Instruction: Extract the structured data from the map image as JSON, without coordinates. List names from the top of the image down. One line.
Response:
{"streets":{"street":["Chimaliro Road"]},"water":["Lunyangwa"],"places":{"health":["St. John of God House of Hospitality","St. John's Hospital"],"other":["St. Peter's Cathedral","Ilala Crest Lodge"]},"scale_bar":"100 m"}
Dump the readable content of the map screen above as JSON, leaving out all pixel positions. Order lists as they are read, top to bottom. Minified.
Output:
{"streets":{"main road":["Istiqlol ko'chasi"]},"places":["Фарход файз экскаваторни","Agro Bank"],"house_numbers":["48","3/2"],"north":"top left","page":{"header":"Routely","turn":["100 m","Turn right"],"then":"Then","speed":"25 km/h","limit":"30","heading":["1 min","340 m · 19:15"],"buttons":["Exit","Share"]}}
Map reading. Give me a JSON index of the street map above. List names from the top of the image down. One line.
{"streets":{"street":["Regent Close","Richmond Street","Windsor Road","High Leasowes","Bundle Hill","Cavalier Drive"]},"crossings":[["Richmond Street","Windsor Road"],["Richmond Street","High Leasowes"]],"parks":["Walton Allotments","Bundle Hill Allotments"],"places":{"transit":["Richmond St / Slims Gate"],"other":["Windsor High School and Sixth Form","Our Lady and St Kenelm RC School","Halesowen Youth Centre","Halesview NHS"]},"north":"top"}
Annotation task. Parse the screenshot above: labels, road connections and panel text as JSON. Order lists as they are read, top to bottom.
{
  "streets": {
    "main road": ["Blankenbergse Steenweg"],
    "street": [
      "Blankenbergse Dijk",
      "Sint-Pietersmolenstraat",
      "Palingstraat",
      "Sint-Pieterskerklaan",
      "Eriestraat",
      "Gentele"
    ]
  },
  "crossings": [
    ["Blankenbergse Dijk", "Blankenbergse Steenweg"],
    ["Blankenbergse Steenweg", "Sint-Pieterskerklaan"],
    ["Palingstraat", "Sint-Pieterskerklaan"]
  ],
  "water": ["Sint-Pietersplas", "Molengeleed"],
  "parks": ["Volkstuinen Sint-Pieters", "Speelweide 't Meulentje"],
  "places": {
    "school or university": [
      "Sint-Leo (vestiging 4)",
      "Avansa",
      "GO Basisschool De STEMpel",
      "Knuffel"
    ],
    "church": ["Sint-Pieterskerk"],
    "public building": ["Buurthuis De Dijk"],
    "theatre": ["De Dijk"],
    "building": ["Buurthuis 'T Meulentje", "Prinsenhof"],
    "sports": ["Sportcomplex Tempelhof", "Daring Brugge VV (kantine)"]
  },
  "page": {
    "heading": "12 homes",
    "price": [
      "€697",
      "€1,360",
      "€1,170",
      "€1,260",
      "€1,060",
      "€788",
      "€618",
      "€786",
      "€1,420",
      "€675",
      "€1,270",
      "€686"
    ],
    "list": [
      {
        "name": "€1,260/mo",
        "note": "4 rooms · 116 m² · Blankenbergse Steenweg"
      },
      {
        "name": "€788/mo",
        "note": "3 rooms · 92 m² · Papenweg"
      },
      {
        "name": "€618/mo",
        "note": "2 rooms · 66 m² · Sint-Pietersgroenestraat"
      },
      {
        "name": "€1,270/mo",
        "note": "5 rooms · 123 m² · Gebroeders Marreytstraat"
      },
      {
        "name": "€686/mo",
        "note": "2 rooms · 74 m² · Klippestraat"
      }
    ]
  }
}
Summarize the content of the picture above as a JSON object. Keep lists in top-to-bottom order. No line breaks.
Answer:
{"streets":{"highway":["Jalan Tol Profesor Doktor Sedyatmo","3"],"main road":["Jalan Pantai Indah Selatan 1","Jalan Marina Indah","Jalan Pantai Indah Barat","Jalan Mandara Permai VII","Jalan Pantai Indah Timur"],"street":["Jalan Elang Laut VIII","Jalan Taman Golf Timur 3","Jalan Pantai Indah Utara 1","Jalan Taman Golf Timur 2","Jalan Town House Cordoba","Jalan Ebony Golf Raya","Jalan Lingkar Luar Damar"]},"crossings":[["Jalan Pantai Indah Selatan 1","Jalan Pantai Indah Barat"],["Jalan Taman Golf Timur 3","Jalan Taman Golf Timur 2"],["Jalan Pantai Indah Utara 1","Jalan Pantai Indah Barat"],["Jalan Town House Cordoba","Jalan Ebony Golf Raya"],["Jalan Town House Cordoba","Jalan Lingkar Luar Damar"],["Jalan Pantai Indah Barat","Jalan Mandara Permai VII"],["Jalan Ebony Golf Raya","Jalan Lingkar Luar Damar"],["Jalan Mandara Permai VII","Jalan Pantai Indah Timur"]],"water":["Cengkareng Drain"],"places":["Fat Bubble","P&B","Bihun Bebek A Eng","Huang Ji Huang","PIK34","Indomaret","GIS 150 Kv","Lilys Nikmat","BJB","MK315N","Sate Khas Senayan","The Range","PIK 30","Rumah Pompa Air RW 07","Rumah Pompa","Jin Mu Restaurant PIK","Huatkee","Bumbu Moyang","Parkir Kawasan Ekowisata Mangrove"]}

--------------------

Report every line of the data in which "from" appears.

Instruction: Extract the structured data from the map image as JSON, without coordinates. List names from the top of the image down. One line.
Map reading. Give me a JSON index of the street map above. List names from the top of the image down. One line.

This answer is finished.